▶ [Dataset entries]
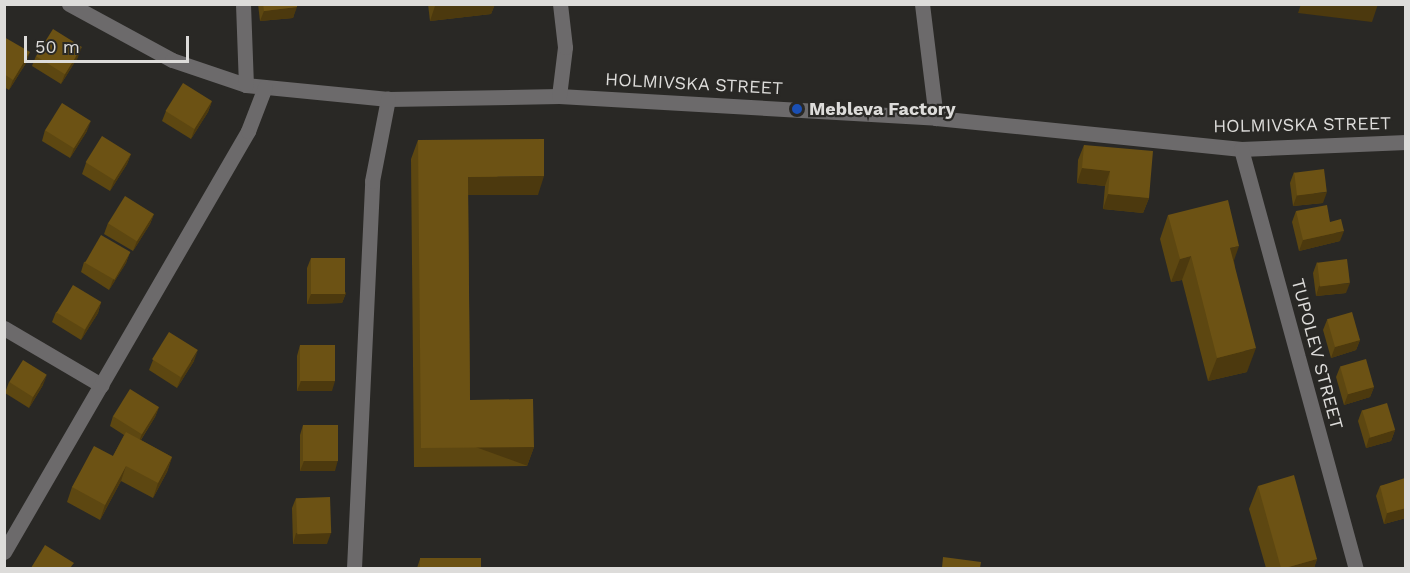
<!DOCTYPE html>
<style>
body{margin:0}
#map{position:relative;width:1410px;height:573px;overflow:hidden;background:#292825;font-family:"Work Sans",sans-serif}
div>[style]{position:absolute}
.minor>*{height:15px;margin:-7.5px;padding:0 7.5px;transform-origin:7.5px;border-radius:7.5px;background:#6c6a6b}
.wall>*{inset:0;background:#5d4711}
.shaded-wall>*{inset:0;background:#4c390e;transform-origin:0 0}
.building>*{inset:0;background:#6c5214;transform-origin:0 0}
.dots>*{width:16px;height:16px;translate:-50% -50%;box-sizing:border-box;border:3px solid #292825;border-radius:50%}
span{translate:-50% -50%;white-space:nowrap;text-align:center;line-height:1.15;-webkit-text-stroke:4.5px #292825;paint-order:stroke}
.street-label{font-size:18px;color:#dddcda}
.poi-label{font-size:18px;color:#dddcda;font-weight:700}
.left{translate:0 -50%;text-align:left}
.frame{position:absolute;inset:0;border:6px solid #dddcda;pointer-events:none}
.scale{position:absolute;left:24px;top:36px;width:165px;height:27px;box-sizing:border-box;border:3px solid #dddcda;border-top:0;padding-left:8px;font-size:18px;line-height:21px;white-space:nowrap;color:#dddcda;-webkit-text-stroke:4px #292825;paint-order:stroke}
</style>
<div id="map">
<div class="minor">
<i style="left:69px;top:4px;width:117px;rotate:28.5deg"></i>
<i style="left:172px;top:60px;width:78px;rotate:18.7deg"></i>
<i style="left:246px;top:85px;width:143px;rotate:5.6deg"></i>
<i style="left:388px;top:99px;width:171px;rotate:-1deg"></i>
<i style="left:559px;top:96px;width:378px;rotate:3.3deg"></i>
<i style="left:936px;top:118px;width:307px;rotate:5.8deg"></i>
<i style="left:1241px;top:149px;width:165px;rotate:-2.4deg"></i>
<i style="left:243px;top:4px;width:81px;rotate:87.9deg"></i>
<i style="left:922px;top:4px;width:115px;rotate:83deg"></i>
<i style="left:559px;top:96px;width:49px;rotate:-83deg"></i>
<i style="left:565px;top:47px;width:43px;rotate:-96.6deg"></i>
<i style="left:1241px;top:149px;width:434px;rotate:74.7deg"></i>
<i style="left:4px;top:328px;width:113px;rotate:30.4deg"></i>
<i style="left:4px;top:552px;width:487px;rotate:-59.9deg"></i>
<i style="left:248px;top:131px;width:47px;rotate:-68.9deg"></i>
<i style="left:354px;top:568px;width:387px;rotate:-87.3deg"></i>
<i style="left:372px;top:181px;width:84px;rotate:-79deg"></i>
</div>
<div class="wall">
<i style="clip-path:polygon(258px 4px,297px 4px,293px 18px,260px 21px)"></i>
<i style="clip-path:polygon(428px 4px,495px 4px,491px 14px,430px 21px)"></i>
<i style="clip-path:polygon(4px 37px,26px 63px,9px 90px,4px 87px)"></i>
<i style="clip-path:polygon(36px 56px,78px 57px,61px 84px,32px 66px)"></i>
<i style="clip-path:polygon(212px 101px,208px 112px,191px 139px,162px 121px,166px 111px)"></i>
<i style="clip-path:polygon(45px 130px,87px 131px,70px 158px,42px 141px)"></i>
<i style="clip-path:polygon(418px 140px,538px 195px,468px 195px,470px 400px,534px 447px,527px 466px,414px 467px,411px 159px)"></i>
<i style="clip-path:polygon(1084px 145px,1149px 198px,1143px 213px,1103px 209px,1105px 186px,1077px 183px,1078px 160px)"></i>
<i style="clip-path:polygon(131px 154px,127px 164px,110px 191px,82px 174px,86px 163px)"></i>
<i style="clip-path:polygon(1294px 172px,1323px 203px,1293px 206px,1290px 183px)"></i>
<i style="clip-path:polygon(1296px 211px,1330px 222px,1340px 241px,1299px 251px,1292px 222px)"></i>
<i style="clip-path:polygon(154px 214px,150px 224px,133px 251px,104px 234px,108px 223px)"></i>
<i style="clip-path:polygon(1168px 215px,1234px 261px,1247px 372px,1208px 381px,1182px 280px,1171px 282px,1160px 239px)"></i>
<i style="clip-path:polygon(130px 252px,126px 263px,109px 290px,81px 272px,84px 262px)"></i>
<i style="clip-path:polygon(311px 258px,346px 293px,342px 303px,307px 304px,307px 268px)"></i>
<i style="clip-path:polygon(1317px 262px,1346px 293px,1316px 296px,1313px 273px)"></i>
<i style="clip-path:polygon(101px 302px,98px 313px,81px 340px,52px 322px,56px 312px)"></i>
<i style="clip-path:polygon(1327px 320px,1360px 340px,1356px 350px,1331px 358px,1323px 330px)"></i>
<i style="clip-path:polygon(300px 345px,332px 391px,297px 391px,297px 356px)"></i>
<i style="clip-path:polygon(153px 360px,194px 361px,177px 388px,149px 370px)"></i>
<i style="clip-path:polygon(1340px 367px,1374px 387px,1370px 397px,1344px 405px,1336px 377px)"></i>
<i style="clip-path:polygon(9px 382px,43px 385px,29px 408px,5px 393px)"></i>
<i style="clip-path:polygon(159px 407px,155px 417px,141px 440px,172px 457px,167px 472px,153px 498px,121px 481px,100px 520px,67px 502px,72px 487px,113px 456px,124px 435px,110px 426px,113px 416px)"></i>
<i style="clip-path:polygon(1362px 410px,1395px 430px,1391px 441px,1366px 448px,1358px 421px)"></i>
<i style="clip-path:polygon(303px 425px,335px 471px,300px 471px,300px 435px)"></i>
<i style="clip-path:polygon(1406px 480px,1406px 518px,1384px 524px,1376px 496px,1380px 486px)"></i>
<i style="clip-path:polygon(1258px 486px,1317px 559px,1314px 568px,1266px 568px,1249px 509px)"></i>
<i style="clip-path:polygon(296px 498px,327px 544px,293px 544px,292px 508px)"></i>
<i style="clip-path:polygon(420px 559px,481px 568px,417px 568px)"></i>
</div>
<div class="shaded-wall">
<i style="clip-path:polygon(446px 4px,495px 4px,491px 14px,430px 21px,435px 6px)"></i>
<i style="clip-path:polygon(1301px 4px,1378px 4px,1372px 22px,1298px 13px)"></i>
<i style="clip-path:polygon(297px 7px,293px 18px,260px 21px,264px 11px)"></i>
<i style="clip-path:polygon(82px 47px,78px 57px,61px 84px,65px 74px)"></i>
<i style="clip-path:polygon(30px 52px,26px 63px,9px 90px,13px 80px)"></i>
<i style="clip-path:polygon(212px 101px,208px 112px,191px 139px,195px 128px)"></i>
<i style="clip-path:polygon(91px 121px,87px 131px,70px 158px,74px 148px)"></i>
<i style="clip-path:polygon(131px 154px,127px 164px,110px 191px,114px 181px)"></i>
<i style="clip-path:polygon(1082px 168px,1110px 171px,1105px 186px,1077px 183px)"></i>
<i style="clip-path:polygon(544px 176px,538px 195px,461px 195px,468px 177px)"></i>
<i style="clip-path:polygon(1327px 192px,1323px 203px,1293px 206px,1297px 195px)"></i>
<i style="clip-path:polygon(1108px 194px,1149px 198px,1143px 213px,1103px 209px)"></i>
<i style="clip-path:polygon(154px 214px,150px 224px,133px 251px,137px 241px)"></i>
<i style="clip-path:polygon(1344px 231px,1340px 241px,1299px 251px,1303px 240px)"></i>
<i style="clip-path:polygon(1239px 246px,1231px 269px,1230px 248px)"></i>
<i style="clip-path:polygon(130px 252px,126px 263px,109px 290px,113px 280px)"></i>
<i style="clip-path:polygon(1191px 256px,1182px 280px,1171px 282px,1180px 259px)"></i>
<i style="clip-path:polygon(1350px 283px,1346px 293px,1316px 296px,1319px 286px)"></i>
<i style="clip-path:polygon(346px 293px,342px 303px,307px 304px,311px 294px)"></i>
<i style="clip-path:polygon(101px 302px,98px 313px,81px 340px,85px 330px)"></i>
<i style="clip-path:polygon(1360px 340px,1356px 350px,1331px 358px,1335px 347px)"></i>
<i style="clip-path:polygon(1256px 348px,1247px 372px,1208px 381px,1217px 358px)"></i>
<i style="clip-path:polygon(198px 350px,194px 361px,177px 388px,181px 378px)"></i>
<i style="clip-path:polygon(47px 375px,43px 385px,29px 408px,33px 397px)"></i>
<i style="clip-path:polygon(301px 381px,335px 381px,332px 391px,297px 391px)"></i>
<i style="clip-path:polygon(1374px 387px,1370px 397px,1344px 405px,1348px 394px)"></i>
<i style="clip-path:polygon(159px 407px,155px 417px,138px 444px,142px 434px)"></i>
<i style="clip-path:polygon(1395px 430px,1391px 441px,1366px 448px,1369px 438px)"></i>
<i style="left:534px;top:447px;width:20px;height:113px;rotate:110deg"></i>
<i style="clip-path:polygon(172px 457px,167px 472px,153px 498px,158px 483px)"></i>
<i style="clip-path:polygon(338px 460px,335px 471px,300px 471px,304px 461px)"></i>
<i style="clip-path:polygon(126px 466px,121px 481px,100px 520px,105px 505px)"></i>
<i style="clip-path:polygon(1406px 508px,1406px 518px,1384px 524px,1387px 513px)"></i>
<i style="clip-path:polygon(296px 533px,331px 533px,327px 544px,293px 544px)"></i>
<i style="clip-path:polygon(1317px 559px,1314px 568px,1285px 568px)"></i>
</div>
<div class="building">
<i style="clip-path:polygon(263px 4px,297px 4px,297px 7px,264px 11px)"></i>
<i style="left:53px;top:29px;width:34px;height:32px;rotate:32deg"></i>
<i style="clip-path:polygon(4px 37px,30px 52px,13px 80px,4px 74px)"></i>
<i style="left:183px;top:83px;width:34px;height:33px;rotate:32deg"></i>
<i style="left:62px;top:103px;width:34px;height:32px;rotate:32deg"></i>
<i style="left:102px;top:136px;width:34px;height:31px;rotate:32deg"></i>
<i style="clip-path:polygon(544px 139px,544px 176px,468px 177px,470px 400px,533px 399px,534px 447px,421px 448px,418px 140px)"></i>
<i style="clip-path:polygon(1084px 145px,1153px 151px,1149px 198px,1108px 194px,1110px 171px,1082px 168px)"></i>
<i style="left:1324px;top:169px;width:23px;height:30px;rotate:83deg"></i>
<i style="left:125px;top:196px;width:34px;height:32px;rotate:32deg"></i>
<i style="clip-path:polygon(1228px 200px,1239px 246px,1230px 248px,1256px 348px,1217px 358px,1191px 256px,1180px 259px,1168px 215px)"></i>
<i style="clip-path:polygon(1327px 205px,1330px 222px,1341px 219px,1344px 231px,1303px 240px,1296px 211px)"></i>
<i style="left:101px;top:235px;width:34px;height:32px;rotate:30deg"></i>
<i style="left:311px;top:258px;width:34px;height:36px"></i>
<i style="left:1347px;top:259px;width:24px;height:30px;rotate:83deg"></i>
<i style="left:73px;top:285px;width:33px;height:32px;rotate:31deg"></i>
<i style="left:1352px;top:312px;width:29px;height:26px;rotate:74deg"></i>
<i style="left:169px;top:332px;width:34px;height:32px;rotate:32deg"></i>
<i style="left:300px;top:345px;width:35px;height:36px"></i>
<i style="left:1366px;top:359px;width:29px;height:27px;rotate:74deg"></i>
<i style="left:23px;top:360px;width:28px;height:26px;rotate:32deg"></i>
<i style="left:130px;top:389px;width:34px;height:32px;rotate:32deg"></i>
<i style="left:1387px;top:403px;width:28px;height:26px;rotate:73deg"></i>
<i style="left:303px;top:425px;width:35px;height:36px"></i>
<i style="clip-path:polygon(126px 432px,172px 457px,158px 483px,126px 466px,105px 505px,72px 487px,94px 446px,113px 456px)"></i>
<i style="clip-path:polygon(1294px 475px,1317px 559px,1285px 568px,1281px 568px,1258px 486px)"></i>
<i style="clip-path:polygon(1405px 478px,1406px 508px,1387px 513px,1380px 486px)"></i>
<i style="left:330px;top:497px;width:36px;height:34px;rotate:88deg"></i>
<i style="clip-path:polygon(45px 545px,74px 563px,70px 568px,31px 568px)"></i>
<i style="clip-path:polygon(943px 557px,981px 562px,980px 568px,942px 568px)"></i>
<i style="left:481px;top:558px;width:10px;height:61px;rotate:90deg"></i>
</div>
<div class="dots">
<i style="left:797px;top:109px;background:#1a4fb4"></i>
</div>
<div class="street-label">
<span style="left:694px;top:84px;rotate:3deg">HOLMIVSKA STREET</span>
<span style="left:1302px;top:125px;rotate:-1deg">HOLMIVSKA STREET</span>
<span style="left:1317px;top:354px;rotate:75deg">TUPOLEV STREET</span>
</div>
<div class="poi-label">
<span class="left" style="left:809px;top:109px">Mebleva Factory</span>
</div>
<div class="frame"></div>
<div class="scale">50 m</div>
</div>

▶ [Exercise prompt] When a line of the data holds the string "shaded", pick it out and copy it.

▶ [Response to this task]
.shaded-wall>*{inset:0;background:#4c390e;transform-origin:0 0}
<div class="shaded-wall">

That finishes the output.